> AIM OF THE EXERCISE
Consider the data that follows and state how many lines contain the string "linejoin", using the number alone.

Stored data entries
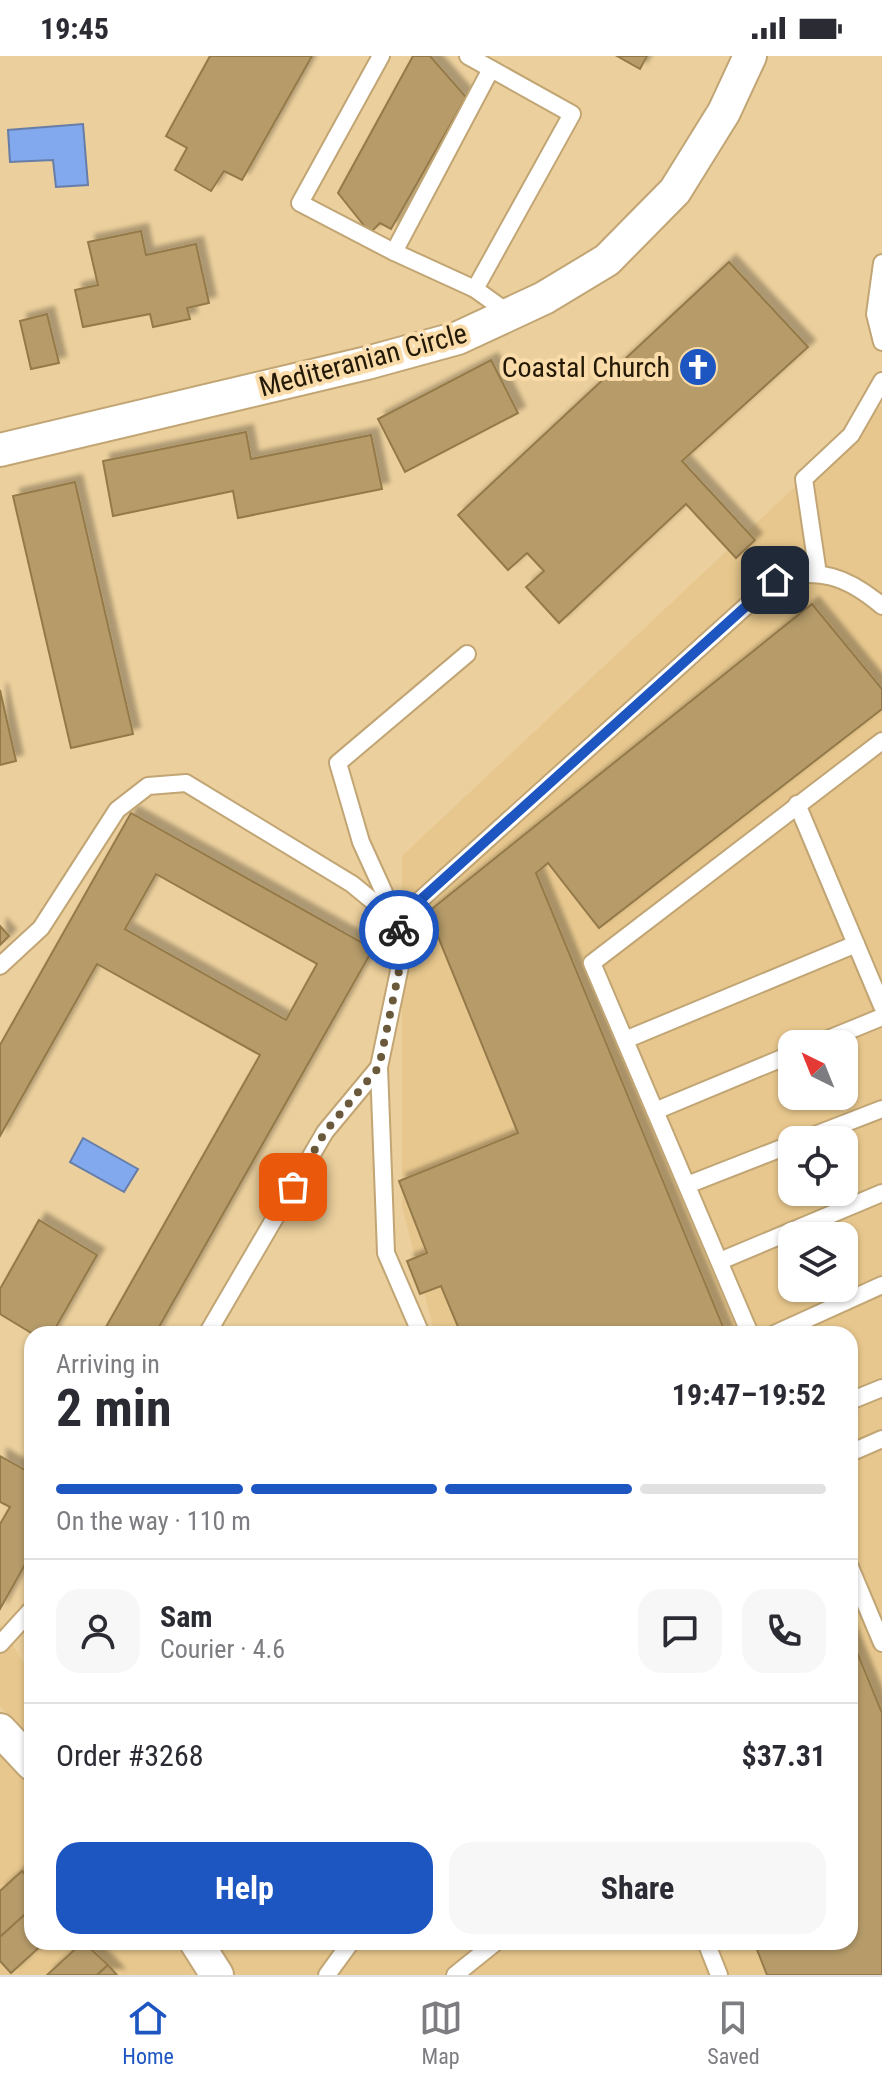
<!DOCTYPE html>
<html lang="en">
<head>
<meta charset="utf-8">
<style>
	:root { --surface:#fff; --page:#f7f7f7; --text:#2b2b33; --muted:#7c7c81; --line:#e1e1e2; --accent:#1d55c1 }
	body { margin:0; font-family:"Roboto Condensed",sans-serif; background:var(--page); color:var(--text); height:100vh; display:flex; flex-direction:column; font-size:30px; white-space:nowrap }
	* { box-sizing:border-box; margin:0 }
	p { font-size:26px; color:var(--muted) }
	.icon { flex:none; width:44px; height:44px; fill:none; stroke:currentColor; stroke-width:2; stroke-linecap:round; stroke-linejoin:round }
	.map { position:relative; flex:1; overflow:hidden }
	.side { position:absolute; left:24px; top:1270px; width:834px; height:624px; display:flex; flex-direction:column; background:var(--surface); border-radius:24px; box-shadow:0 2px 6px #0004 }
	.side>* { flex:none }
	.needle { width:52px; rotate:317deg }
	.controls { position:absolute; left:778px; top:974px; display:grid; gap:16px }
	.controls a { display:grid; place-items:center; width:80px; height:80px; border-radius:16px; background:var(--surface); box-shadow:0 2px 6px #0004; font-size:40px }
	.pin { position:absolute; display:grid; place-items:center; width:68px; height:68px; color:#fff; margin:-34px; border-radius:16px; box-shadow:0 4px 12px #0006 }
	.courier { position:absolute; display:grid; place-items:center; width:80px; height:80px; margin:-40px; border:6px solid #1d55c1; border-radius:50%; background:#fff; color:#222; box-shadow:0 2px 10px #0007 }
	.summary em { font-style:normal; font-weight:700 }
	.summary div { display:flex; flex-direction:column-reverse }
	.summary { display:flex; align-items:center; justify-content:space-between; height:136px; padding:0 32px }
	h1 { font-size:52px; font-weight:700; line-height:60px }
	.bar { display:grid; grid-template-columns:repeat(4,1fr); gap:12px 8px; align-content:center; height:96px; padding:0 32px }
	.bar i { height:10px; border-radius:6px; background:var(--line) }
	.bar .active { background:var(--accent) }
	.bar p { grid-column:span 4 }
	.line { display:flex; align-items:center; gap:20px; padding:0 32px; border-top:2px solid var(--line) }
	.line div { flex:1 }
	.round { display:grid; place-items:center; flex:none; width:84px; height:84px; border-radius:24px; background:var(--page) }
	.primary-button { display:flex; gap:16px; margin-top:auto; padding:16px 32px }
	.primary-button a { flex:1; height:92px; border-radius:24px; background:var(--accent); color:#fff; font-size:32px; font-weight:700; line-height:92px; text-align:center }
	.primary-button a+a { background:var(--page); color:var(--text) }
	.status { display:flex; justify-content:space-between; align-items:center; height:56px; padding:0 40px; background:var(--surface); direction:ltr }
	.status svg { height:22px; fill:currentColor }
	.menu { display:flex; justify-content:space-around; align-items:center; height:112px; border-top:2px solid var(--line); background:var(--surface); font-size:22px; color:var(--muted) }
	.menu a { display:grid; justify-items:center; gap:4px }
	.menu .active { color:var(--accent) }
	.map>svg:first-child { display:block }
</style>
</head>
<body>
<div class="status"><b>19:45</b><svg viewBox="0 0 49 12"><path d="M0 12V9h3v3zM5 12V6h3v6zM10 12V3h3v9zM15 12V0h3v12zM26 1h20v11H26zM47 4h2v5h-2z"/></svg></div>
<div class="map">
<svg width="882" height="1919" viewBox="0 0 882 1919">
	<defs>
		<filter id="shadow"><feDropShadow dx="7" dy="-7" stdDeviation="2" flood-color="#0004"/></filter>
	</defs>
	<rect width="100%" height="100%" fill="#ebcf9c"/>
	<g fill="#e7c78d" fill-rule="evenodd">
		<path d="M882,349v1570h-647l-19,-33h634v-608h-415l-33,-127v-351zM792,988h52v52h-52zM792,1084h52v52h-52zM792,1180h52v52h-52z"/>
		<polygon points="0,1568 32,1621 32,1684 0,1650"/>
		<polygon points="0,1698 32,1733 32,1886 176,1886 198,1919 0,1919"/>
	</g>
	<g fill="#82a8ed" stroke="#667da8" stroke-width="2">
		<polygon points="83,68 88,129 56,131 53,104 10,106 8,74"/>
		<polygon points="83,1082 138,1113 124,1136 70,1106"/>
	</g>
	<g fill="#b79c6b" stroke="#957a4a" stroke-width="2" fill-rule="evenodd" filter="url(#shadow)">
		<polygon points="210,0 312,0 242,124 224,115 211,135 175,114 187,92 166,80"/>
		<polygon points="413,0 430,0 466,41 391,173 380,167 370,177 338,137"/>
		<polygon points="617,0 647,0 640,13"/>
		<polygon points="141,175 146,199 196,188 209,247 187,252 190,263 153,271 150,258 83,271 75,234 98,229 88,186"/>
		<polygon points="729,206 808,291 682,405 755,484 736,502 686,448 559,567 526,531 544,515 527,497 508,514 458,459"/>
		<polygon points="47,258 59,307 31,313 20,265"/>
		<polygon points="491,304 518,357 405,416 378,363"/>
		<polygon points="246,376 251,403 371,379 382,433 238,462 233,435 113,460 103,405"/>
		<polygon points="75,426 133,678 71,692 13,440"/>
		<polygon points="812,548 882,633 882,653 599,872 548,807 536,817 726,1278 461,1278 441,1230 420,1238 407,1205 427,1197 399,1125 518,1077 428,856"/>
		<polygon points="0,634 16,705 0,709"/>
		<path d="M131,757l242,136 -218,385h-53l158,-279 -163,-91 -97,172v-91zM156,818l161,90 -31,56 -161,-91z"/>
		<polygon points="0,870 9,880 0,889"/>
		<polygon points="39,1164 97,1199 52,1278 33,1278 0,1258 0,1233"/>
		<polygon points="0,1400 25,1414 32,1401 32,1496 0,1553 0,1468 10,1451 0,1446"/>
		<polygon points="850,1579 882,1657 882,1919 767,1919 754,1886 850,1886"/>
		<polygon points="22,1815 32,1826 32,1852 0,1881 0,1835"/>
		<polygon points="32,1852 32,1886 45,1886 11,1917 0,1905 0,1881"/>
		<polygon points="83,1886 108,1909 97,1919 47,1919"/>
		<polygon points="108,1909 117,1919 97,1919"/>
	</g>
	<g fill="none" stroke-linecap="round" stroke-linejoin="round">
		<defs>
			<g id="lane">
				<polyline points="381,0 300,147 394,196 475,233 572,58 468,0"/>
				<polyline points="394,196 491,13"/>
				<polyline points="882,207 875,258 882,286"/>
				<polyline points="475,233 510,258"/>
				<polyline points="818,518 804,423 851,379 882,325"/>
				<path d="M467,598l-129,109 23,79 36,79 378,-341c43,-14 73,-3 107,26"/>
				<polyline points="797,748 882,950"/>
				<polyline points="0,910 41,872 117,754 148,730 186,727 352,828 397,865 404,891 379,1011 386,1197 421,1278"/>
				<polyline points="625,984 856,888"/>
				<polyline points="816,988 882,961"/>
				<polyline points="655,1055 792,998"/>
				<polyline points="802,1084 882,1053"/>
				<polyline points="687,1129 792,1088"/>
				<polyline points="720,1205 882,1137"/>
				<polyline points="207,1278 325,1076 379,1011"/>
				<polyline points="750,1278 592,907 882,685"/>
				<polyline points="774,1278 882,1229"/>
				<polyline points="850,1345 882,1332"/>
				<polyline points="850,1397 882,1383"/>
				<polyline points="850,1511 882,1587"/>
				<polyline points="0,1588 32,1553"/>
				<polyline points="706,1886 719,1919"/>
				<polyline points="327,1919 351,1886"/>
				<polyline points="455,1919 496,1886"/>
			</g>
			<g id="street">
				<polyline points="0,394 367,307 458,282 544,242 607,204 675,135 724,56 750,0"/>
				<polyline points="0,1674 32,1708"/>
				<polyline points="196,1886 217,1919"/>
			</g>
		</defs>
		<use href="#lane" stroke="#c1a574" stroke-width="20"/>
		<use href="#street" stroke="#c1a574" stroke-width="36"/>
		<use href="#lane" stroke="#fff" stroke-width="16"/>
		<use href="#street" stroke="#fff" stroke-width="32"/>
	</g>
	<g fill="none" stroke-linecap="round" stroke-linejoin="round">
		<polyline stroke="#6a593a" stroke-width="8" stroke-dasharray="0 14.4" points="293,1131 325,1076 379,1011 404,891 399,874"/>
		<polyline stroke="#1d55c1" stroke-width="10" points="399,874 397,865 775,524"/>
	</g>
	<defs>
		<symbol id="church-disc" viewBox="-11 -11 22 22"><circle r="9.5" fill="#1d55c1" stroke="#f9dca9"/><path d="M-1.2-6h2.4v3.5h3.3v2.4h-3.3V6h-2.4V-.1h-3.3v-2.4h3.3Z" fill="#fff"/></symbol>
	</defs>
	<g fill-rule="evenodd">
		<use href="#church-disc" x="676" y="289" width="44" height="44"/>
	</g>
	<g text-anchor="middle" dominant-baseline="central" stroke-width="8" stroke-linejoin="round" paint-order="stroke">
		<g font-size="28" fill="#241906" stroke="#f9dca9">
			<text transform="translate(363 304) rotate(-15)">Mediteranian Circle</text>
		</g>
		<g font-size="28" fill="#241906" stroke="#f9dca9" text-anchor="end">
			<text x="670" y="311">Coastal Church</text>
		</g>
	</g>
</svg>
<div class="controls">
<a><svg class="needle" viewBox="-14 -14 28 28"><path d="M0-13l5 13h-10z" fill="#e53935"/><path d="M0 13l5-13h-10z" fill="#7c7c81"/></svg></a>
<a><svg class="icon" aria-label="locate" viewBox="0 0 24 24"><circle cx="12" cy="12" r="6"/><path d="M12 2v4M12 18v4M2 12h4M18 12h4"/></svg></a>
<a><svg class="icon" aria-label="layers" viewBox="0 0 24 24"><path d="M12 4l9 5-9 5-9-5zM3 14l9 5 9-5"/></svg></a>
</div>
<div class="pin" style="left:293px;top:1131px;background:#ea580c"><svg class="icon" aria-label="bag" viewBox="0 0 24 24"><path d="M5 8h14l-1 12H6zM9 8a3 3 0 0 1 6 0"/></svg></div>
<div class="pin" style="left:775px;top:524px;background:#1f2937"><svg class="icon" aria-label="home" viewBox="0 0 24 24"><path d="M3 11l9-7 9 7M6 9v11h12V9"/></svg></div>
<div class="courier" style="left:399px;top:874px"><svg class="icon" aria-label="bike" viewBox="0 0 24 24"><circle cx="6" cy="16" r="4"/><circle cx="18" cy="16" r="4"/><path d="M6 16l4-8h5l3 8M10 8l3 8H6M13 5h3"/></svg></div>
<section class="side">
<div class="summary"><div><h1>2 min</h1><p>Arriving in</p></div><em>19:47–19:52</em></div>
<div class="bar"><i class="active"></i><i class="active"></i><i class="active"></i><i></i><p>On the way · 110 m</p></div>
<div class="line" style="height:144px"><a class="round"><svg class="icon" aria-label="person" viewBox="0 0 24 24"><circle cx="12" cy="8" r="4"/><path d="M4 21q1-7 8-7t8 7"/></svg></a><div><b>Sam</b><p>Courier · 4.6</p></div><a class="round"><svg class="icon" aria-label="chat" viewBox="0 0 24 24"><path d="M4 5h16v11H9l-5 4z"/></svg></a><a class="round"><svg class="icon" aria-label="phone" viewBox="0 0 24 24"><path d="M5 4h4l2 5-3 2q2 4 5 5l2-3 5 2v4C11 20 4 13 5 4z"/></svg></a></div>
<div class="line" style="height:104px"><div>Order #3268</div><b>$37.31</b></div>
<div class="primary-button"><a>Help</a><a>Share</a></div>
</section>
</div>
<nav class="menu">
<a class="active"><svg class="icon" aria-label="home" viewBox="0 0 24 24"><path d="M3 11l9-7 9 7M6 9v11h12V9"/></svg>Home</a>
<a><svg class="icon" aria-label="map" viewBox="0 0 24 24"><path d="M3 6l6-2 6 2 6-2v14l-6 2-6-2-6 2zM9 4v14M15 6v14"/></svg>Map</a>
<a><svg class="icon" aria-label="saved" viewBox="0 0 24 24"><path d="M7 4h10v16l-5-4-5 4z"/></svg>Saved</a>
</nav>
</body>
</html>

> SOLUTION FOR THIS PROBLEM
4